Is it called a "non-Abelian transform"? (Just guessing)I don't think it really has a name. x and p are conjugate operators and so their commutation relations is non-trivial.
OK...the matrices are non-commuting---in that sense you may call it non-Abelian.You can't even really consider them matrices because they don't obey standard identities for matrices

xp-px = [x,p] = ih'

Take the trace of both sides

LHS : Tr(xp-px) = Tr(xp)-Tr(px) = Tr(xp)-Tr(xp) = 0 (Using the identity Tr(AB...CD) = Tr(DAB...C), it's cyclic)

RHS : Tr(ih') = nih' where n is the dimension of the matrix. For finite dimensional systems this is trivially false. For infinite dimensional systems it's a little more up in the air but even so...

Things like a and a^{\dag} can be thought of as matrices, as can stuff like J_{\pm}. You can explicitly construct their matric expresentation via A_{ab} = \langle a|\hat{A}|b\rangle but that doesn't work when you've got quantised conjugate variables.

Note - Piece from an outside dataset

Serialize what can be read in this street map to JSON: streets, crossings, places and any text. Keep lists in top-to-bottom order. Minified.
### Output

The only times I ever see the terms "non-Abelian" and "transformation" used in the same breath are when "non-Abelian gauge transformations" are mentioned, and this isn't one of those.OK, but a transform is just an operation.
Turning a cube over is a transform, and turning it back is the inverse transform. It's to do with commutativity. Also automorphisms, or morphisms (iso- hetero- homo-, etc). These are just sets of transforms (operations), or permutations of them, that give a different state, or a rotation, say.

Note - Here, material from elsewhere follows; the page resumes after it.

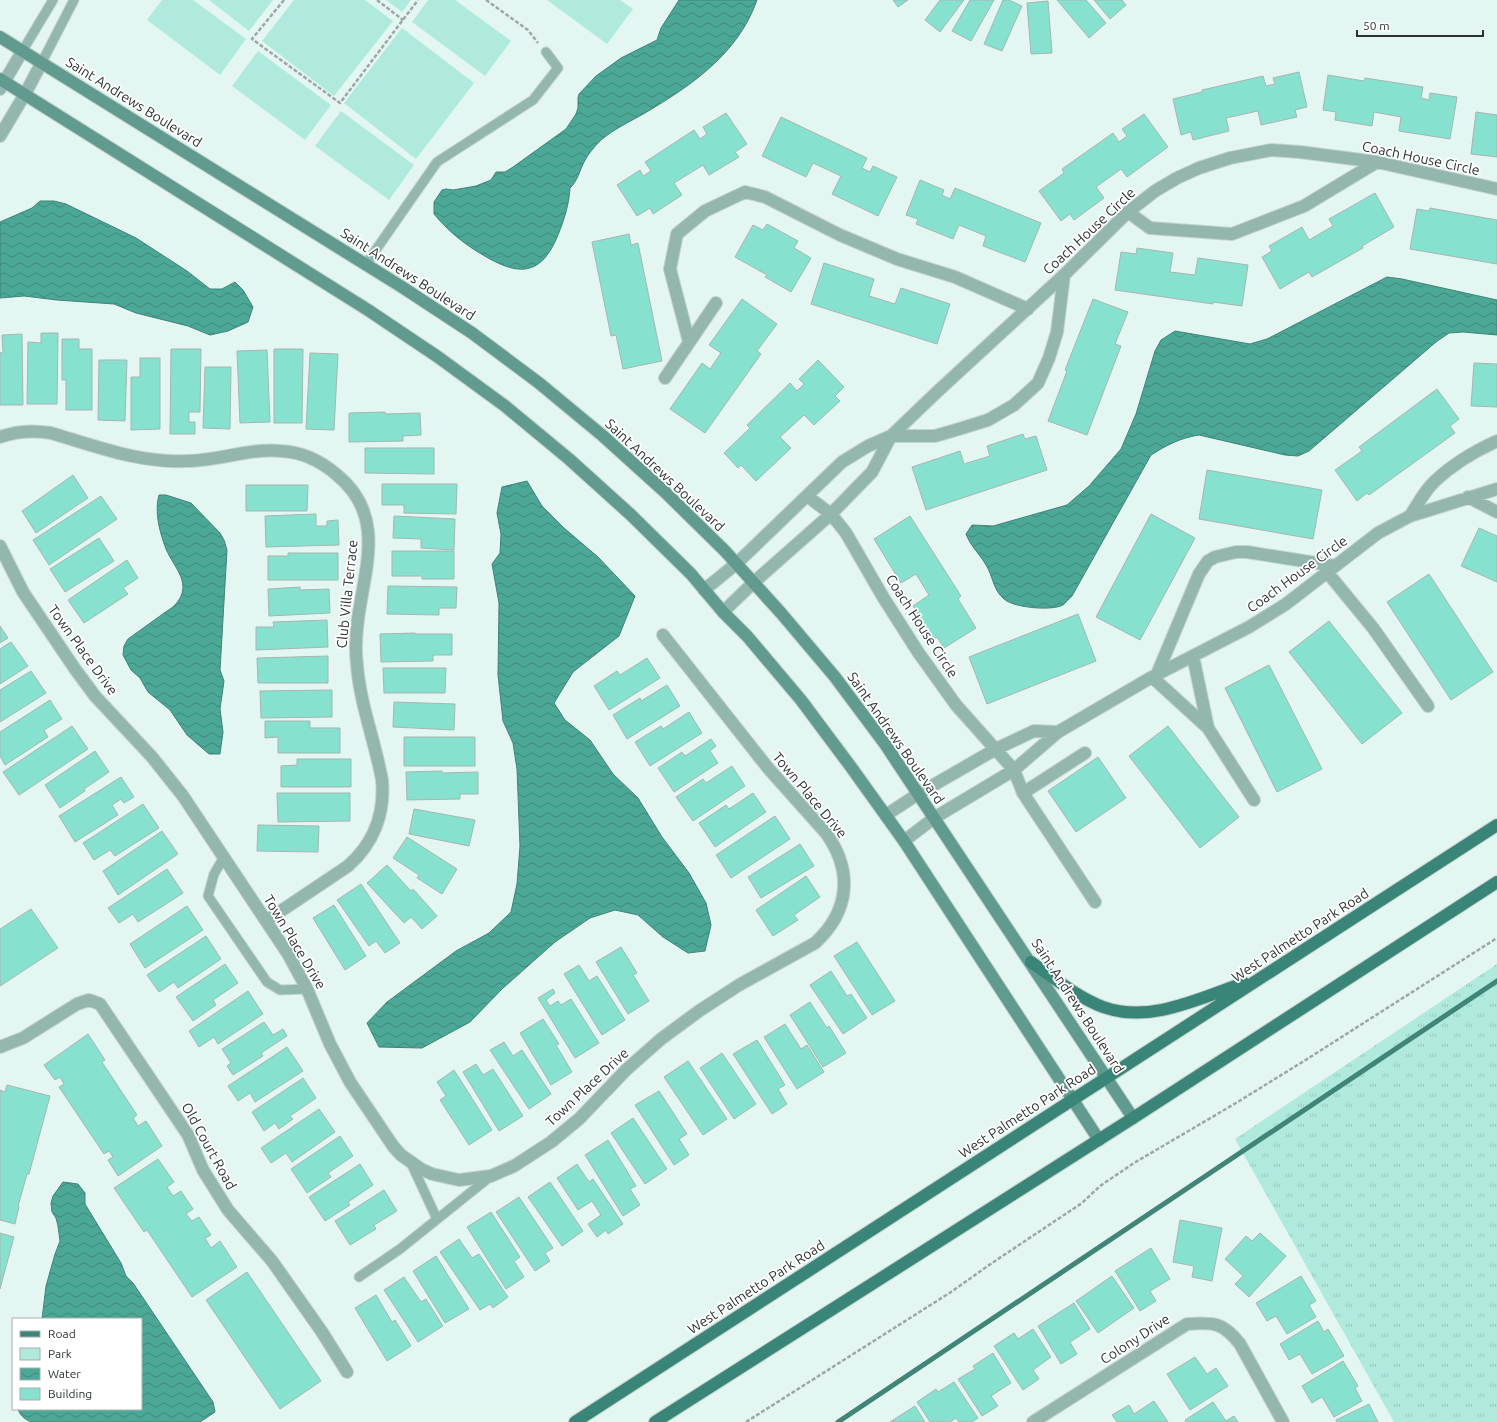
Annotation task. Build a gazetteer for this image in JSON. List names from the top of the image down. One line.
{"streets":{"main road":["West Palmetto Park Road"],"street":["Saint Andrews Boulevard","Coach House Circle","Club Villa Terrace","Town Place Drive","Old Court Road","Colony Drive"]},"crossings":[["Saint Andrews Boulevard","Coach House Circle"],["Saint Andrews Boulevard","West Palmetto Park Road"],["Club Villa Terrace","Town Place Drive"]],"legend":["Road","Park","Water","Building"],"scale_bar":"50 m"}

Vector algebra is non-Abelian.

Vector algebra is non-Abelian.you mean non-commutative right? The term abelian (note the lower case "a") refers to algebraic sets, not operations upon them; operations are either commutative or not.

But in fact, in general, vector algebra is most definitely a commutative algebra (there are some wacky exceptions, I believe) - it is part of the definition of a vector space.

For finite dimensional systems this is trivially false.
I don't think \hat{x} and \hat{p} can have any common (non-trivial) finite-dimensional invariant subspaces.

Anyway in a finite-dimensional space you've got a serious problem if you calculate:
\tr \left[ \hat{A}, \, \hat{B} \right] \equiv \sum_{n} \left\langle \varphi_{n} \middle| \left[ \hat{A}, \, \hat{B} \right] \middle| \varphi_{n} \right\rangle

in two different ways and get two different answers. As you just demonstrated, the trace of the commutator of two self-adjoint operators is zero (if it's finite, otherwise it's undefined).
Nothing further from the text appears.